"Un dysfonctionnement global": une commission parlementaire épingle la protection de l'enfance dans le Nord

"Un dysfonctionnement global, une très grande souffrance et des situations d’urgence", a alerté ce mardi 8 avril, Isabelle Santiago, rapporteure (PS) de la commission d'enquête parlementaire sur l'aide sociale à l'enfance dans le Nord.
Les députés se sont particulièrement intéressés à ce département parce qu'il est celui qui accueille le plus d'enfants placés en France, environ 22.000.

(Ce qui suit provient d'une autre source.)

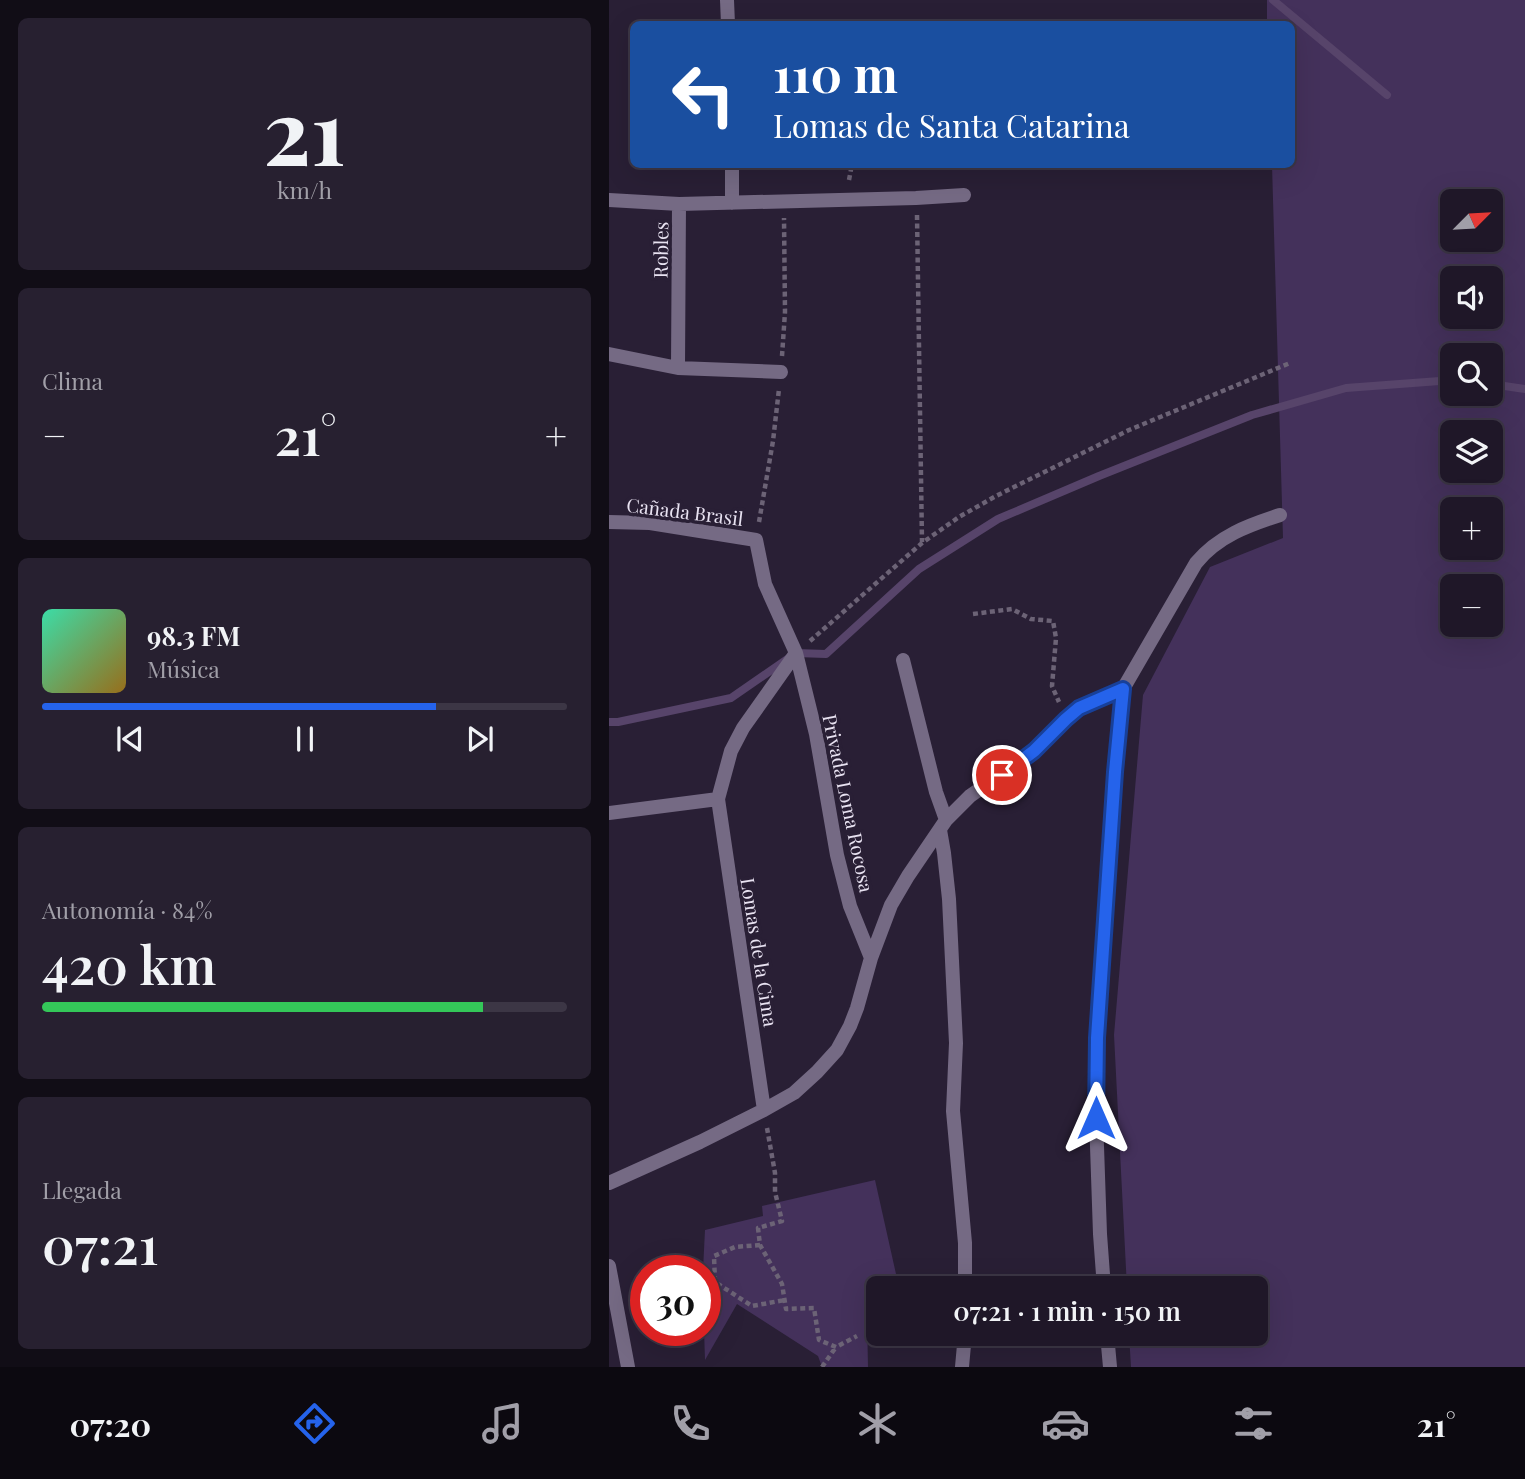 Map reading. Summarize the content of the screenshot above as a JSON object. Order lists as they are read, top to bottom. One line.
{"streets":{"street":["Robles","Cañada Brasil","Privada Loma Rocosa","Lomas de la Cima"]},"crossings":[["Cañada Brasil","Privada Loma Rocosa"]],"north":"top right","page":{"tile":[["21","km/h"],"Clima",["Autonomía · 84%","420 km"],["Llegada","07:21"]],"turn":["110 m","Lomas de Santa Catarina"],"map_buttons":["+","−"],"heat":["−","21°","+"],"song":["98.3 FM","Música"],"limit":"30","trip":"07:21 · 1 min · 150 m","tabs":["07:20","21°"]}}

Au cours des auditions, professionnels et élus ont décrit les difficultés rencontrées par le conseil départemental du Nord pour accueillir dignement et conformément à la loi ces mineurs particulièrement vulnérables.
Des placements non exécutés
La juge Cécile Mamelin, vice-présidente de l'Union syndicale des magistrats a déploré, par exemple, devant les députés un nombre important de décisions de justice non exécutées. "80 mesures étaient en attente d’exécution en avril 2024, dont 57 sur le pôle de Roubaix-Tourcoing", indique-t-elle.
Entendu par la commission, Christian Poiret, président du conseil départemental du Nord a admis que 190 mineurs étaient "non placés" faute de pouvoir fournir des solutions d'accueil.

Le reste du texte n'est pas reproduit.